II. The petition was filed on 27 August 2014 and the corresponding fee paid on the same date. The petition for review is based on Article 112a(2)(c) and (d) EPC in connection with Rule 104(b) EPC, on the grounds that a fundamental violation of Article 113 EPC occurred and that the board decided on the appeal without deciding on requests relevant for the decision.
III. Prior to the oral proceedings, which were held in the composition pursuant to Rule 109(2)(a) EPC the Enlarged Board sent a communication informing the petitioner of its provisional view.
IV. Oral proceedings took place on 28 September 2015. At the end of the proceedings, the Board announced that it had decided to submit the case to the Enlarged Board in its five-member composition pursuant to Rule 109(2)(b) EPC.
V. Oral proceedings before the Enlarged Board in its five-member composition were held on 15 January 2016. At the end of the proceedings the Board announced its decision.
Facts underlying the petition for review
VI. In its decision of 8 December 2009, the examining division had refused the European patent application No. 05021885.8.
This decision was set aside by Board of Appeal 3.3.03 (decision T 933/10 of 25 January 2011), on the grounds that the refusal to accede to the request of the applicant to hold the oral proceedings in Munich rather than The Hague was not reasoned (violation of Article 113 EPC).
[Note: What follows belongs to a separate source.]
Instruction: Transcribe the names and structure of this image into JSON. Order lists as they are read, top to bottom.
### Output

In particular, the examining division had failed to take into consideration the argument that the activities of Borealis Technology Oy were concentrated in Munich.
VII. The examining division issued a second decision rejecting both the request to hold the oral proceedings in Munich instead of The Hague and the request for the grant of a patent.
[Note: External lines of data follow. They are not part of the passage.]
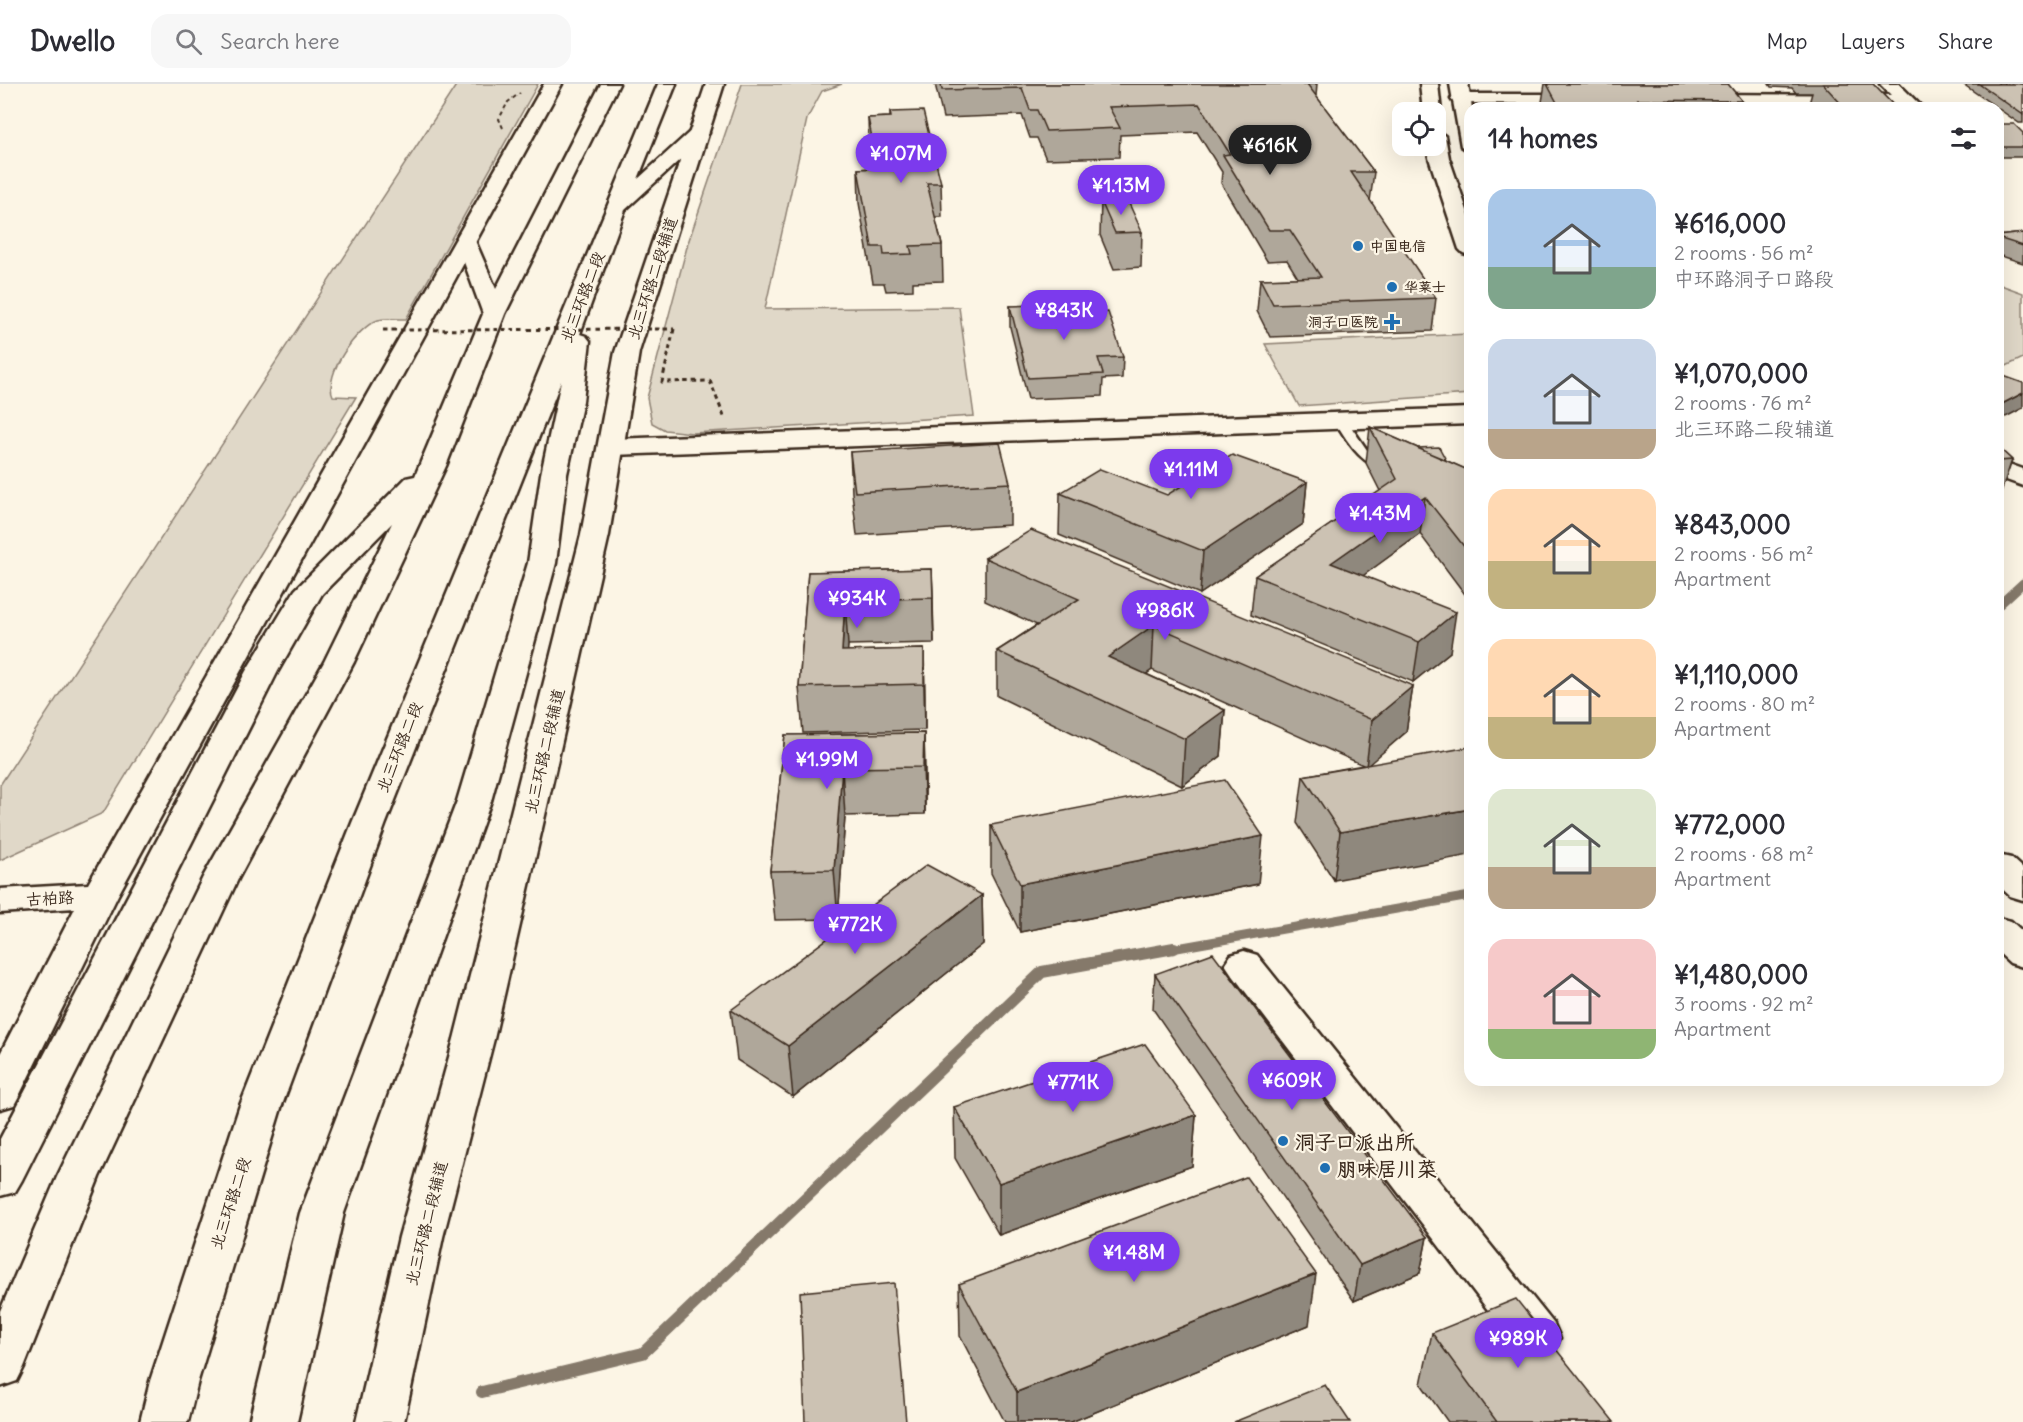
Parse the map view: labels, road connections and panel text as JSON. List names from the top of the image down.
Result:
{
  "streets": {
    "main road": ["北三环路二段辅道", "北三环路二段", "古柏路"]
  },
  "places": {
    "other": [
      "中国电信",
      "华莱士",
      "洞子口派出所",
      "朋味居川菜"
    ],
    "health": ["洞子口医院"]
  },
  "page": {
    "header": "Dwello",
    "search": "Search here",
    "nav": ["Map", "Layers", "Share"],
    "heading": "14 homes",
    "price": [
      "¥616K",
      "¥1.07M",
      "¥1.13M",
      "¥843K",
      "¥1.11M",
      "¥1.43M",
      "¥934K",
      "¥986K",
      "¥1.99M",
      "¥772K",
      "¥609K",
      "¥771K",
      "¥1.48M",
      "¥989K"
    ],
    "list": [
      {
        "name": "¥616,000",
        "note": "2 rooms · 56 m² · 中环路洞子口路段"
      },
      {
        "name": "¥1,070,000",
        "note": "2 rooms · 76 m² · 北三环路二段辅道"
      },
      {
        "name": "¥843,000",
        "note": "2 rooms · 56 m² · Apartment"
      },
      {
        "name": "¥1,110,000",
        "note": "2 rooms · 80 m² · Apartment"
      },
      {
        "name": "¥772,000",
        "note": "2 rooms · 68 m² · Apartment"
      },
      {
        "name": "¥1,480,000",
        "note": "3 rooms · 92 m² · Apartment"
      }
    ]
  }
}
VIII. The petition for review concerns the decision of the board of appeal to the extent that it did not set aside the decision of the examining division to refuse the request to hold the oral proceedings in Munich instead of The Hague.

Summary of the arguments
IX. The petitioner contends that the board of appeal decided on the appeal without deciding on two requests relevant for this decision in the meaning of Rule 104(b) EPC. The board found that it was not empowered to decide to refer a point of law about the location of the oral proceedings to the Enlarged Board of Appeal. It also decided that it was not competent to challenge the refusal by the examining division of the request to change the location of the oral proceedings. According to the petitioner, this means that the board did not consider its arguments regarding the board’s competence or its arguments why its request for relocation was reasonable.
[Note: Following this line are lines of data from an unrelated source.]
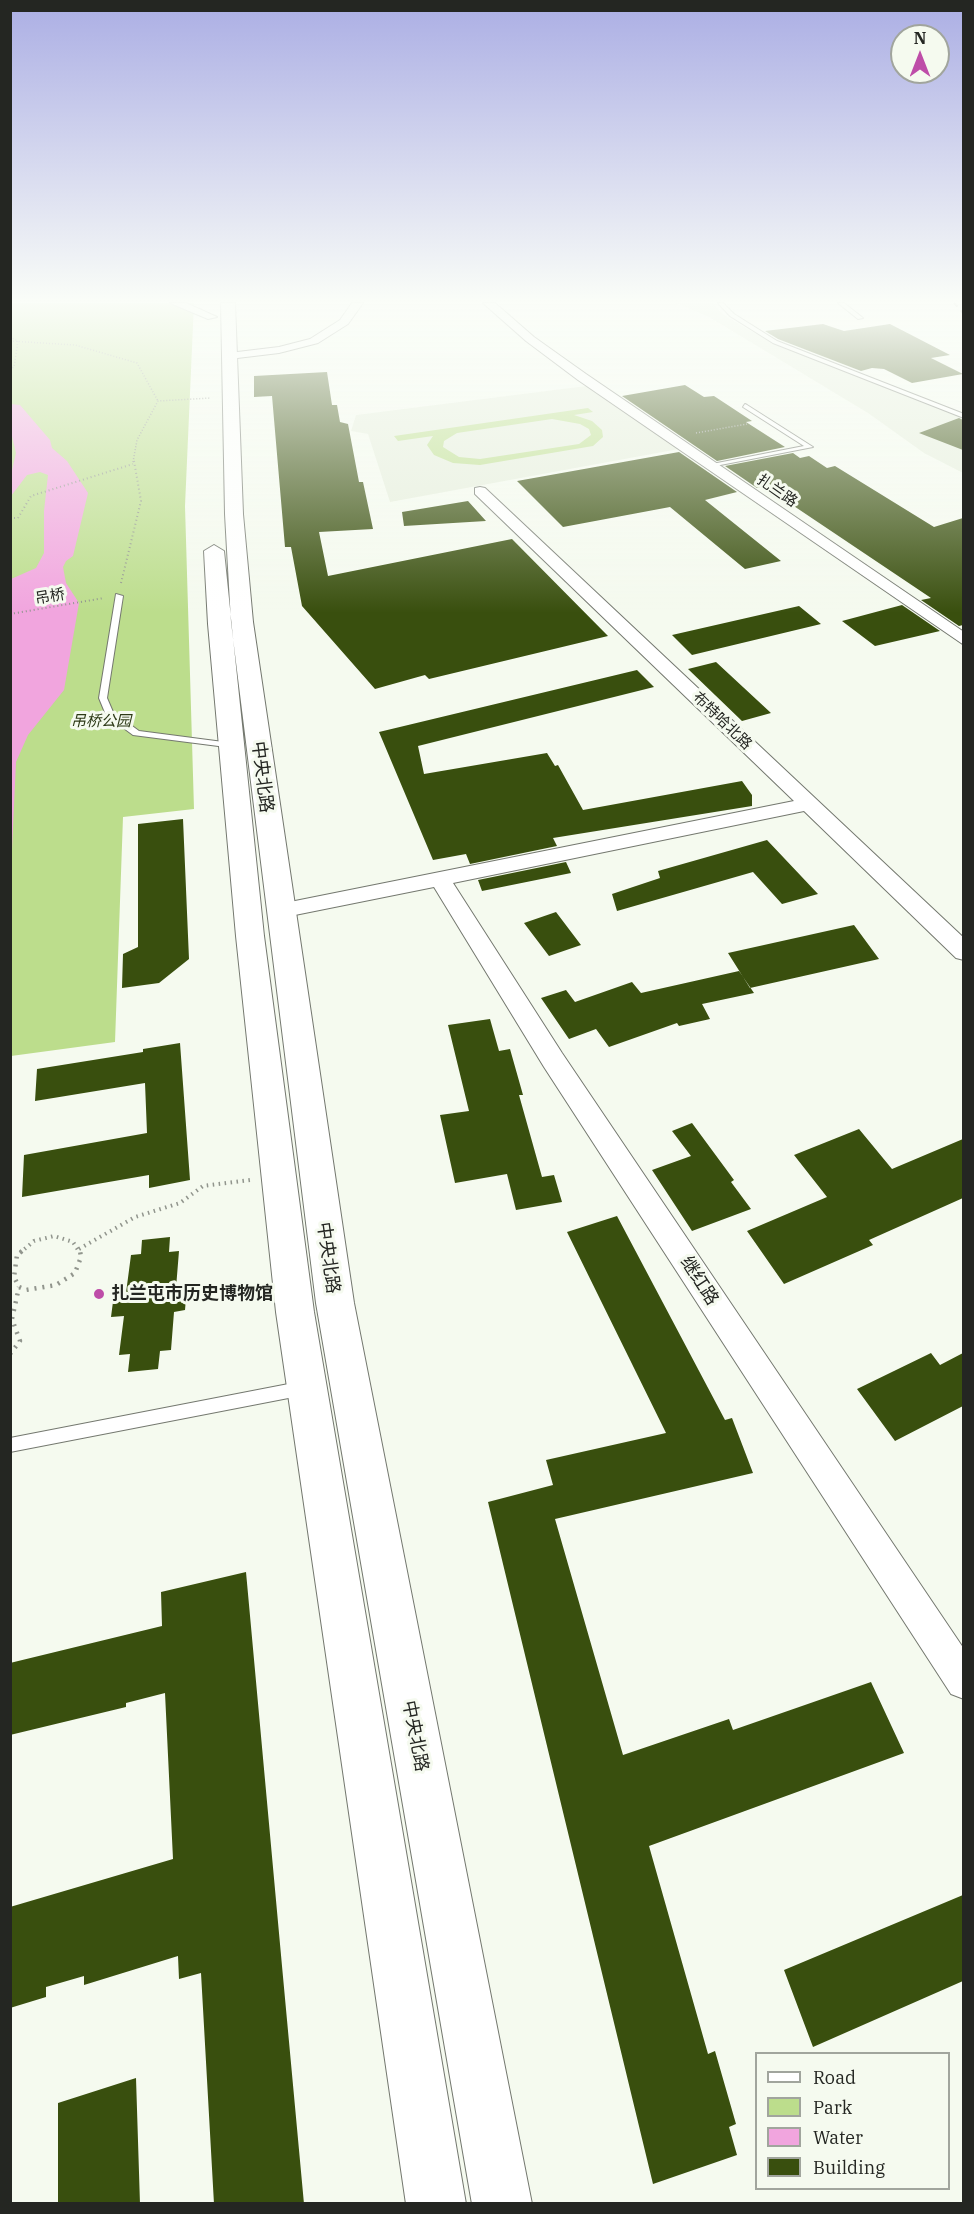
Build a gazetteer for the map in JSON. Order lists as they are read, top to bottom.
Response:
{
  "streets": {
    "main road": ["中央北路"],
    "street": ["扎兰路", "布特哈北路", "继红路"],
    "path": ["吊桥"]
  },
  "parks": ["吊桥公园"],
  "places": ["扎兰屯市历史博物馆"],
  "legend": [
    "Road",
    "Park",
    "Water",
    "Building"
  ],
  "north": "top"
}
- The petitioner argued that the right to be heard is not restricted to the possibility to present arguments; it also means that the board has to take these arguments into consideration. In particular, it argued that:
(a) Deciding whether the petitioner had a right to request that the oral proceedings be held in Munich was not a matter of management but rather one of procedural rights and guarantees by the EPC, and as such did not fall within the competence of the President of the Office. The refusal of its requests amounted to a procedural error.
(b) Contrary to what the board of appeal stated, in refusing the request, the examining division had made a decision and was not merely expressing the way in which the EPO is managed.
(c) The board was therefore competent to decide on the appeal against this decision in the same way as the examining division was competent to decide, and, actually, these two instances decided on two occasions: T 933/10 and T 1012/03.
- The decision under review contradicts the first decision made by the same board in a different composition.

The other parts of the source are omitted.